Lorsque le 9e de ligne quitte Blois, il laisse, derrière lui, 600 hommes chargés d’assurer la sécurité de la haute cour de justice qui se tient dans la ville, dans la salle des états généraux, du château.
Depuis le 18 juillet 1870, la Haute cour de justice siège à Blois, salle des Etats-Généraux, du château de Blois. Cinquante-quatre citoyens sont jugés, accusés de complot contre la sûreté de l’Etat et contre la vie de l’empereur. Ils comparaissent devant la Haute-Cour de justice présidée par M. Zangiacomi. Le procureur général Grandperret siège à sa droite, Près de lui se trouvent Dupré Lasale, premier avocat général. Mais les français sont plus préoccupés par ce qui se passe aux frontières et par le sort des leurs jeunes hommes partis combattre, que par ce procès.
Parmi les accusés figure Edmond Megy. Alors que des policiers se rendaient chez lui, pour procéder à son arrestation, il a ouvert le feu sur le magistrat, Dorville, le ratant mais tuant l’inspecteur Mourot, d’une balle dans la tête. Mourot avait trente-deux ans. Ancien zouave de la garde, il était marié et père depuis peu.
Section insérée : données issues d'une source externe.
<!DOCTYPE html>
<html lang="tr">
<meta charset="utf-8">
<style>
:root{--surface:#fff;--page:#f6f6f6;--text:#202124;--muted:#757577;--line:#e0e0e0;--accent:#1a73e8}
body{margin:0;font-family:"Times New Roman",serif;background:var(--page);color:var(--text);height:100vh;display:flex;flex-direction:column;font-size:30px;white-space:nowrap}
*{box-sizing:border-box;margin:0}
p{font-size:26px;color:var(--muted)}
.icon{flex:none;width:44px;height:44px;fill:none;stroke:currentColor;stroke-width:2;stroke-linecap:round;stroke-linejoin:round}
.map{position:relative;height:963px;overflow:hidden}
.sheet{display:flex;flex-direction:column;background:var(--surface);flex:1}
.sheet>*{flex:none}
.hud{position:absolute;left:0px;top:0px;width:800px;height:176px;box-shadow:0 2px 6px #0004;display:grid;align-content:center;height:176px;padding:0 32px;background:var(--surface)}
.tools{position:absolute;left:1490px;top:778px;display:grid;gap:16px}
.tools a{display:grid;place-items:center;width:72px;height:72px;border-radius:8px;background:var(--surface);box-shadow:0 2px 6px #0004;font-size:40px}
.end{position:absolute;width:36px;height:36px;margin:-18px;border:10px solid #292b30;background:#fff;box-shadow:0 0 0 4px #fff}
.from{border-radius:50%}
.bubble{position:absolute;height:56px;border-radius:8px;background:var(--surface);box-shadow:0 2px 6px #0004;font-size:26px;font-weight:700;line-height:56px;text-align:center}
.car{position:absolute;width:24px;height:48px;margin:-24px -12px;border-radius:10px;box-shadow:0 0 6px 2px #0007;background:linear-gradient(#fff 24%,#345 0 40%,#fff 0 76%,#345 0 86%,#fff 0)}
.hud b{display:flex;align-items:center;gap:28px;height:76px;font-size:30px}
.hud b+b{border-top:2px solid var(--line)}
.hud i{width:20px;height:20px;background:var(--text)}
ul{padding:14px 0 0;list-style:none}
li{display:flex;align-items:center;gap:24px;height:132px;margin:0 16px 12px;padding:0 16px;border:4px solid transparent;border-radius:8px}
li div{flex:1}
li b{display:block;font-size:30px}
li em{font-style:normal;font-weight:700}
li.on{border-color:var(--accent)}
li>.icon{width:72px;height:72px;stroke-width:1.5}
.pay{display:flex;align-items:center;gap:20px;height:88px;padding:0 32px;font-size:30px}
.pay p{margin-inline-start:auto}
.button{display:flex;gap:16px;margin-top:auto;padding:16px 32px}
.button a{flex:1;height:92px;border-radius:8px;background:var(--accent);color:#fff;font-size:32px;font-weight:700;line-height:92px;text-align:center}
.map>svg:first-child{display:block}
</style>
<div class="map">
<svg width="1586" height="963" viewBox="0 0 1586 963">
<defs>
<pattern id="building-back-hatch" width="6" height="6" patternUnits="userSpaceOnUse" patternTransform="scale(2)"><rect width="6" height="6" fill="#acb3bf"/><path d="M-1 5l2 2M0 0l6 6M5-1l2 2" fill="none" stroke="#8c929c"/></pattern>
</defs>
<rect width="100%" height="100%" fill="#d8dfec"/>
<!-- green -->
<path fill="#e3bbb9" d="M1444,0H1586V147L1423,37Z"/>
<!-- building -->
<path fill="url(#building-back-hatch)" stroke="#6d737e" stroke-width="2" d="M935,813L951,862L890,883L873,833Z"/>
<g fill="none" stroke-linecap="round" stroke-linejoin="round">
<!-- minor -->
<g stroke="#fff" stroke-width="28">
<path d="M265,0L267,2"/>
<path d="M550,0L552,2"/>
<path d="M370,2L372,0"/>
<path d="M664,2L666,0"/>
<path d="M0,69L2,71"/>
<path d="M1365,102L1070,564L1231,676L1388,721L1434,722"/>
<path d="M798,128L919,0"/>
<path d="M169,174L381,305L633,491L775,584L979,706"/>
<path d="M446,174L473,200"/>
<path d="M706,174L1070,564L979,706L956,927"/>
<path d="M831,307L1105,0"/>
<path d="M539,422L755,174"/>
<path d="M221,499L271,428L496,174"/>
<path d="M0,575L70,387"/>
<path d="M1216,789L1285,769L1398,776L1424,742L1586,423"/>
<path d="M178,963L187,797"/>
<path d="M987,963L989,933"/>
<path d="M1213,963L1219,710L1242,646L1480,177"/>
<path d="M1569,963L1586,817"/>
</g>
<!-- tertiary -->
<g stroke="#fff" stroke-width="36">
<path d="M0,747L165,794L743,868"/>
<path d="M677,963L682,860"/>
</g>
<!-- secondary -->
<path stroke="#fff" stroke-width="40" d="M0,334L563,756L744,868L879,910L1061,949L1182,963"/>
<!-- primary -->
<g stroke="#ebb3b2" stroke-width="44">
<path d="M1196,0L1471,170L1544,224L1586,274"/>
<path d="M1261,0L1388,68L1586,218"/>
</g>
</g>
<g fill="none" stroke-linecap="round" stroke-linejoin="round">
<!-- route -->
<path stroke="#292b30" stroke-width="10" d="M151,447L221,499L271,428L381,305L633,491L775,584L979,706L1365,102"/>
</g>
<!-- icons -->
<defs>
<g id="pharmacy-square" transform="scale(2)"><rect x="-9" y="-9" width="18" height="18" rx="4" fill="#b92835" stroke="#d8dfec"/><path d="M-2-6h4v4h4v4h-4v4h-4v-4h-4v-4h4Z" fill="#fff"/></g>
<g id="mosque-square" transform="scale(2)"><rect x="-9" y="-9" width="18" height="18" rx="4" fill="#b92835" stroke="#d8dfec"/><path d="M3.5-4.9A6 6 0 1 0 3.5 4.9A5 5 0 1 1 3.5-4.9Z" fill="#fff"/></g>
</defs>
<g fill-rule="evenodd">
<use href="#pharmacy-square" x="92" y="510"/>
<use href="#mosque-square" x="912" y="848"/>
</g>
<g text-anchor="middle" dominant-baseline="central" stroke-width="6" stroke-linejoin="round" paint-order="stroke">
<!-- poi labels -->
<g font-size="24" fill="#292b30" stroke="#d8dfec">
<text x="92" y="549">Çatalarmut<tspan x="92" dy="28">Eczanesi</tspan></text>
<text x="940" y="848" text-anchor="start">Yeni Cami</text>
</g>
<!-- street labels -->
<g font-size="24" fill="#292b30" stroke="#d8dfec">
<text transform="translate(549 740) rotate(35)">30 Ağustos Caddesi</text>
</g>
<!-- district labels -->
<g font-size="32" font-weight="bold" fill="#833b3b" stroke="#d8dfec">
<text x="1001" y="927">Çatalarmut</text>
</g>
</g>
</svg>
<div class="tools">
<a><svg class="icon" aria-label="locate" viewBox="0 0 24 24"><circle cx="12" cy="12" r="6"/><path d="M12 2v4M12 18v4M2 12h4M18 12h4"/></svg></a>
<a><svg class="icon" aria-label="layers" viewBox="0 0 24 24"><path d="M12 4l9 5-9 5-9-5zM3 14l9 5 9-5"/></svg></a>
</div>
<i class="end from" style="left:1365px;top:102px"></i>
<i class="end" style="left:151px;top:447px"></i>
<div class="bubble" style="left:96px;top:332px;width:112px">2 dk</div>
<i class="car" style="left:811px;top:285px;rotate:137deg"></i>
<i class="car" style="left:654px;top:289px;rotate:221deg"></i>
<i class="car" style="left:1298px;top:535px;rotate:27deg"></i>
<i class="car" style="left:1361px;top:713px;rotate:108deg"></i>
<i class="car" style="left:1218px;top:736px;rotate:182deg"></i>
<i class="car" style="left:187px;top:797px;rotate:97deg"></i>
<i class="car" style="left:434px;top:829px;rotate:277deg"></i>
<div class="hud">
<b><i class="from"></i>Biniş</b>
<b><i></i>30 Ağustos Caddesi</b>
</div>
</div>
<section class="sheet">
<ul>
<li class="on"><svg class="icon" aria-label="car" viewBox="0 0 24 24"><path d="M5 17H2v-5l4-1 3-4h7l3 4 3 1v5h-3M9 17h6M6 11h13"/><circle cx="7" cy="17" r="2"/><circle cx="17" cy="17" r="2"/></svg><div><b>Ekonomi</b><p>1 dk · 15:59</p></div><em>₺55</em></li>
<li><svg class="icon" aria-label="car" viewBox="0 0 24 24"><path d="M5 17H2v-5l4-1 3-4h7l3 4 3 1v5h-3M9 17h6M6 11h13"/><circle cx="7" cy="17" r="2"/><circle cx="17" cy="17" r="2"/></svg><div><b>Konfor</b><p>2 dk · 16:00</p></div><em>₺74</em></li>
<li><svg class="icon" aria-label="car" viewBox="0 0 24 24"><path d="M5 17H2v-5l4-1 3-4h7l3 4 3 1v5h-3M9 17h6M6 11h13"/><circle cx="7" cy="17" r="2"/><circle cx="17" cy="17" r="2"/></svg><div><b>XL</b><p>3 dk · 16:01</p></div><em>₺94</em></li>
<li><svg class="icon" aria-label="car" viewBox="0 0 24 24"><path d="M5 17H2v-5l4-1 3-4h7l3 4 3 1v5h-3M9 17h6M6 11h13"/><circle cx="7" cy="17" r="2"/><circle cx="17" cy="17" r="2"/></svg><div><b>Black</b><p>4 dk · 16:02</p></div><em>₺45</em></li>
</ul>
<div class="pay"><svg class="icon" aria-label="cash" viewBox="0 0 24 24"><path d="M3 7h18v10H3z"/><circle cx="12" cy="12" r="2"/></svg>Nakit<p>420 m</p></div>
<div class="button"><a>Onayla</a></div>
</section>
Dans la chambre de Megy, de nombreuses pièces à conviction ont été saisies, le liant au complot visant à renverser le gouvernement. Agé de vingt-six ans, il est mécanicien, issu d’une famille très honorable d’ouvriers-bourgeois. Comme son père, il travaille à l’usine Gouin Il avait une conduite exemplaire, jusqu’à ce qu’il fréquente des réunions publiques forgeant chez lui, des opinions politiques extrémistes, le brouillant avec son père.
A Blois, la foule des premiers jours s’éclaircit à mesure que le procès avance et que la chaleur accable le tribunal. Les accusés tombent malade les uns après les autres. Dans les pièces à conviction figurent des bombes. M. Roussin, professeur de chimie à l’Ecole impériale du Val-de-Grâce fait une démonstration, en plein tribunal, des effets de ces bombes composées de prussiate de potasse mêlé au chlorite de potasse. Ces fameuses bombes étaient dans un sac en toile grise remise à Roussel, accusé en fuite. Le témoignage du concierge de sa maison, Pierre Tourman, est donné le 26 juillet 1870. Les accusés se défendent, il s’agissait de pièces pour les vélocipèdes. De fait, les bombes étaient fabriquées avec des pièces servant à ces fameux engins de circulation.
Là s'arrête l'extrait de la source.